*** MATERIAL TO PROCESS

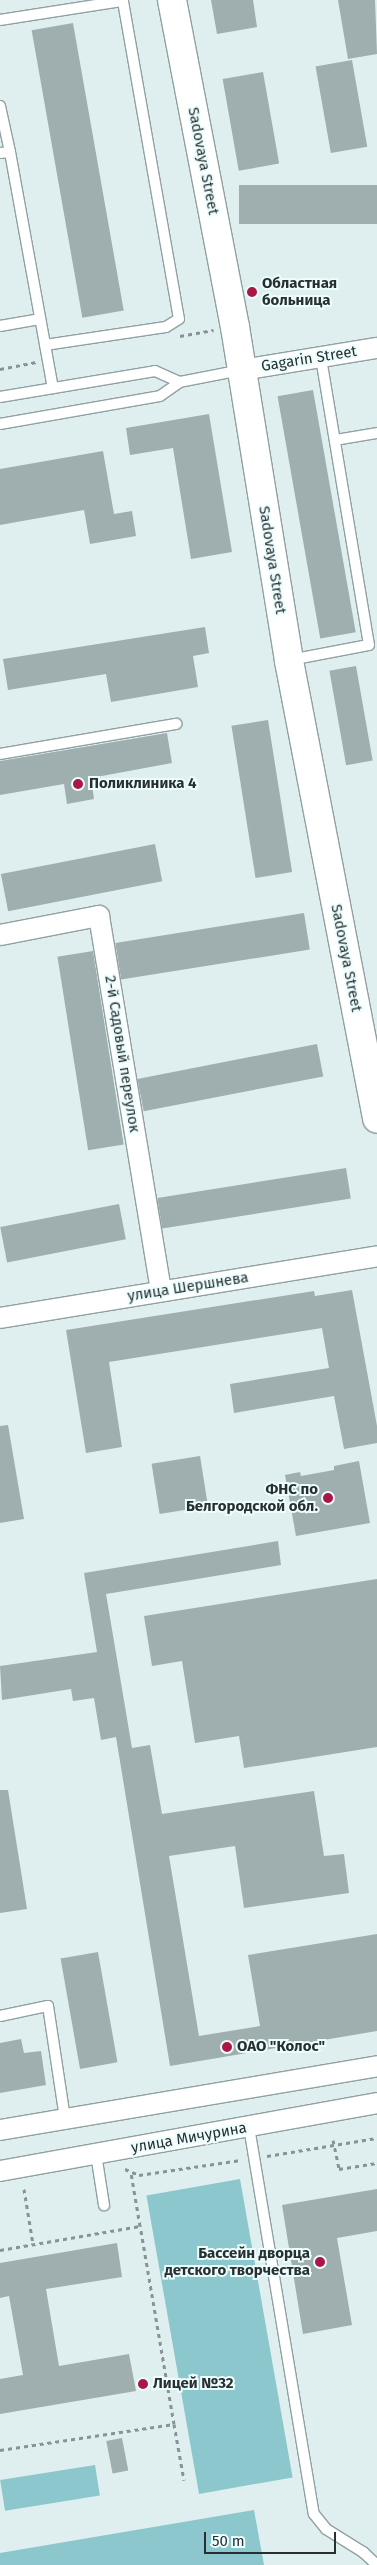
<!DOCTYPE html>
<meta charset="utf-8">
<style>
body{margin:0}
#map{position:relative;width:377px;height:2565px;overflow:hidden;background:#dfeff0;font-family:"Fira Sans",sans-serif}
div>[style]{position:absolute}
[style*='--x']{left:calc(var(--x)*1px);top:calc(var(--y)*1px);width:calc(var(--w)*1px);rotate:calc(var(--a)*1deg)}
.green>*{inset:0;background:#8bc7cc;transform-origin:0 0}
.building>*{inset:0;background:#9fafb0;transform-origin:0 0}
.path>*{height:3px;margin-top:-1.5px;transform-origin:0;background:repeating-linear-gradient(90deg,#879394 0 4px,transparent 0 8px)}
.roads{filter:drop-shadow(1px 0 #91a0a1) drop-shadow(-1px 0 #91a0a1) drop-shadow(0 1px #91a0a1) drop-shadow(0 -1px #91a0a1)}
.service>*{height:10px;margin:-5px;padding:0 5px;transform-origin:5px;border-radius:5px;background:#fff}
.minor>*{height:20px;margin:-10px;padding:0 10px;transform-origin:10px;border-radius:10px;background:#fff}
.secondary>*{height:28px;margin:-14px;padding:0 14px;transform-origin:14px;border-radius:14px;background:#fff}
.dots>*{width:14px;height:14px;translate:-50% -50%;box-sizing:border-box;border:2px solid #ecfdfe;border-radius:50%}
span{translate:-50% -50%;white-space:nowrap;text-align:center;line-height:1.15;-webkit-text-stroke:4px #ecfdfe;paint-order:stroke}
.street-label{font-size:15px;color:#292f30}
.poi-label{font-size:15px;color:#292f30;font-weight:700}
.left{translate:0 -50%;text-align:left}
.right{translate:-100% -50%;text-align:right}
.scale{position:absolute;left:204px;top:2532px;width:132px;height:22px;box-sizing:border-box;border:2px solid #292f30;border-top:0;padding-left:6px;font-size:15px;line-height:18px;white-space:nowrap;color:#292f30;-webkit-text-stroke:4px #ecfdfe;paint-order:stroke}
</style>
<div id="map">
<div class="green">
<i style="left:240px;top:2179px;width:303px;height:95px;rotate:80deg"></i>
<i style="left:95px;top:2465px;width:31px;height:96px;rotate:81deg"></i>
<i style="clip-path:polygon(254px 2510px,264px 2565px,0 2565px,0 2553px)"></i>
</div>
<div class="building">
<i style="clip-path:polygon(211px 0,253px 0,257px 27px,217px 34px)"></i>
<i style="clip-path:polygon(338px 0,375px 0,377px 54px,348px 59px)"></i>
<i style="left:73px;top:23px;width:292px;height:42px;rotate:80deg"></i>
<i style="left:352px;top:60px;width:88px;height:37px;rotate:80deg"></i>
<i style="left:263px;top:72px;width:93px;height:41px;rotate:80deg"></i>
<i style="left:377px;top:185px;width:39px;height:138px;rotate:90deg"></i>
<i style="left:313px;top:390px;width:246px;height:36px;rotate:80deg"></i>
<i style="clip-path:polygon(209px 414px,232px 552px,191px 559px,173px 448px,130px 455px,126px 428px)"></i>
<i style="clip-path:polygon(103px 451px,114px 514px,132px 511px,136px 536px,90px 544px,84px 510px,0 525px,0 469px)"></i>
<i style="clip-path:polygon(205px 627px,209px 653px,193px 656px,198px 687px,111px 702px,106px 674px,8px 690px,3px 659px)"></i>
<i style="left:356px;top:666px;width:96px;height:27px;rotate:80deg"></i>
<i style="left:268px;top:720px;width:154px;height:37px;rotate:81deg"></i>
<i style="clip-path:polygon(167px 733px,172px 763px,91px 778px,94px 799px,67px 804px,64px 784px,0 795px,0 761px)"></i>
<i style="left:155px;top:844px;width:38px;height:157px;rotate:79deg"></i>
<i style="left:304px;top:913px;width:37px;height:191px;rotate:81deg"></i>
<i style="left:93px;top:951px;width:196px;height:36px;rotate:81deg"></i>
<i style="left:317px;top:1044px;width:33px;height:183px;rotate:79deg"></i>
<i style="left:346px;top:1168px;width:31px;height:191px;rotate:81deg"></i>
<i style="left:119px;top:1204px;width:36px;height:121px;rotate:79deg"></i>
<i style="clip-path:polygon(352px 1290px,377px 1426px,377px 1443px,344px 1449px,334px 1396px,234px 1413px,230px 1384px,329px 1368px,322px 1328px,109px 1362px,122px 1447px,86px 1453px,66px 1330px,314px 1291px,315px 1296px)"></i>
<i style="clip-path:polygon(8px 1425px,24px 1519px,0 1523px,0 1426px)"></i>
<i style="left:200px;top:1456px;width:51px;height:49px;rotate:81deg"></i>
<i style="clip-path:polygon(359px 1461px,370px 1523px,296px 1536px,285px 1475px,300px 1472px,301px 1476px,334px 1470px,334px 1466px)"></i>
<i style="clip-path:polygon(278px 1541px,281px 1565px,106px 1594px,132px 1748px,150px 1745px,162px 1814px,314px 1791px,324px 1856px,344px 1854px,349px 1893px,244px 1908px,235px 1846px,169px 1856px,199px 2036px,260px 2026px,248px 1955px,377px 1934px,377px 2031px,170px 2066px,116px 1737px,101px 1740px,94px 1698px,73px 1701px,71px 1689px,2px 1700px,0 1666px,97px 1652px,84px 1573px)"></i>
<i style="clip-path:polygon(377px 1579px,377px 1747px,244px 1768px,239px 1736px,195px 1743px,182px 1661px,152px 1666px,144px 1616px)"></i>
<i style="clip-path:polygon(0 1790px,8px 1790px,27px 1909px,0 1913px)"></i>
<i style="left:98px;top:1952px;width:112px;height:38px;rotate:80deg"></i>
<i style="clip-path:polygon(21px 2039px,24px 2053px,41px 2051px,46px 2085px,0 2093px,0 2043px)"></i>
<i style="clip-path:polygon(377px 2189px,377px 2231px,337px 2238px,352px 2325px,303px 2334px,282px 2205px)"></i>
<i style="clip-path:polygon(117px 2243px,122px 2277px,46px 2289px,59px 2366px,129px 2354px,136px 2391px,0 2414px,0 2379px,23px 2375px,9px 2296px,0 2298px,0 2263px)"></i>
<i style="left:122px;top:2438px;width:33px;height:16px;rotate:79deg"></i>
</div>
<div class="path">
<i style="--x:180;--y:336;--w:34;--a:-10"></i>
<i style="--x:0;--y:369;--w:37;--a:-11"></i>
<i style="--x:333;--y:2140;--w:30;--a:78"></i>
<i style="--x:339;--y:2169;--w:38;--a:-9"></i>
<i style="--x:267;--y:2156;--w:111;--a:-9.3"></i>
<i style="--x:125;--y:2169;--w:15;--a:23"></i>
<i style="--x:139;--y:2175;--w:103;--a:-8.4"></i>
<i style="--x:24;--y:2189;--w:56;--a:80.7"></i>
<i style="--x:0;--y:2250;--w:142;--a:-9.7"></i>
<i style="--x:140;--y:2226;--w:54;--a:-99.6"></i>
<i style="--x:174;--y:2424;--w:57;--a:79.9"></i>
<i style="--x:0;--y:2450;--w:176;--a:-8.5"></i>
<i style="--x:174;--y:2424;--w:201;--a:-99.7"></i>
</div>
<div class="roads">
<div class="service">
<i style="--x:0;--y:20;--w:123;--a:-8.9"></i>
<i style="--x:0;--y:106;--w:47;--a:77.7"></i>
<i style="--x:10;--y:152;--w:10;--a:174"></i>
<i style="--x:10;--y:152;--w:240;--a:79.7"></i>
<i style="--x:0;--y:326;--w:40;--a:-10"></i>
<i style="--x:45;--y:345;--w:122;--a:-8.5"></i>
<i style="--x:166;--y:327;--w:15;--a:-32"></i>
<i style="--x:179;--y:319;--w:324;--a:-100"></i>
<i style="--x:0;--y:397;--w:157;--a:-9.5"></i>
<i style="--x:155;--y:371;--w:27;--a:24"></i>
<i style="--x:0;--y:424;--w:162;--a:-9.9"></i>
<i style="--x:160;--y:396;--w:24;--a:-35"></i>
<i style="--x:180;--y:382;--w:62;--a:-11.1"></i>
<i style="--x:335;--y:440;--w:43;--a:-9.5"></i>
<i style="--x:290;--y:660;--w:80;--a:-10.8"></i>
<i style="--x:369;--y:645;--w:292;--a:-99.5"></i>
<i style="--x:0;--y:754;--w:179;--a:-9.7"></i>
<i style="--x:0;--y:2016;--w:49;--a:-11.8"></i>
<i style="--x:48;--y:2006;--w:114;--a:81.4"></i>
<i style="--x:249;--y:2127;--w:392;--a:80.5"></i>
<i style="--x:314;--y:2514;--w:19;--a:51"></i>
<i style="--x:326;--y:2529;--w:44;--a:31.9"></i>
<i style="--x:363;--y:2552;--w:19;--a:43"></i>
<i style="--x:96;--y:2154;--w:52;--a:81.1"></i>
</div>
<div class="minor">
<i style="--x:242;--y:370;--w:137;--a:-9.3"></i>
<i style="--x:0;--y:935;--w:101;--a:-10.9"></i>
<i style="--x:99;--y:916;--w:380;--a:80.6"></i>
<i style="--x:0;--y:1318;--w:382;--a:-9.3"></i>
<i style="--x:0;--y:2130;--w:382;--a:-9.6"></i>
<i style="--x:0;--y:2171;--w:383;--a:-10.2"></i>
</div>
<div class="secondary">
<i style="--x:172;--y:0;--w:333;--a:79.1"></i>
<i style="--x:235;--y:327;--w:338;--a:80.8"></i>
<i style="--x:289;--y:661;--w:466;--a:79.1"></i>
</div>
</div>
<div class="dots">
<i style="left:252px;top:292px;background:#ab1645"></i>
<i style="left:78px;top:784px;background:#ab1645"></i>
<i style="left:328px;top:1498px;background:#ab1645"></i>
<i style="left:227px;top:2047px;background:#ab1645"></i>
<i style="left:320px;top:2262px;background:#ab1645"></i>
<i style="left:143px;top:2384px;background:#ab1645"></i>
</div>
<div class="street-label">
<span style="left:203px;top:161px;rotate:79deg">Sadovaya Street</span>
<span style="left:309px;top:359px;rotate:-9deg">Gagarin Street</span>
<span style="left:272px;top:560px;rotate:81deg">Sadovaya Street</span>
<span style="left:346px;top:958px;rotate:79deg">Sadovaya Street</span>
<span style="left:122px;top:1054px;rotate:81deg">2-й Садовый переулок</span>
<span style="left:188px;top:1287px;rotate:-9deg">улица Шершнева</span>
<span style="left:189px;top:2138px;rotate:-10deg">улица Мичурина</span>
</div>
<div class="poi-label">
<span class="left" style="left:262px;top:292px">Областная<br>больница</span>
<span class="left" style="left:89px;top:784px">Поликлиника 4</span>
<span class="right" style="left:318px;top:1498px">ФНС по<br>Белгородской обл.</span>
<span class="left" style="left:237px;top:2047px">ОАО "Колос"</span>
<span class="right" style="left:310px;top:2262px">Бассейн дворца<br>детского творчества</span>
<span class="left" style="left:153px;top:2384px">Лицей №32</span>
</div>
<div class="scale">50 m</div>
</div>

******

■ TASK TO CARRY OUT ■
Work through the records above. Copy every line with the string "green".

■ EXERCISE OUTPUT ■
.green>*{inset:0;background:#8bc7cc;transform-origin:0 0}
<div class="green">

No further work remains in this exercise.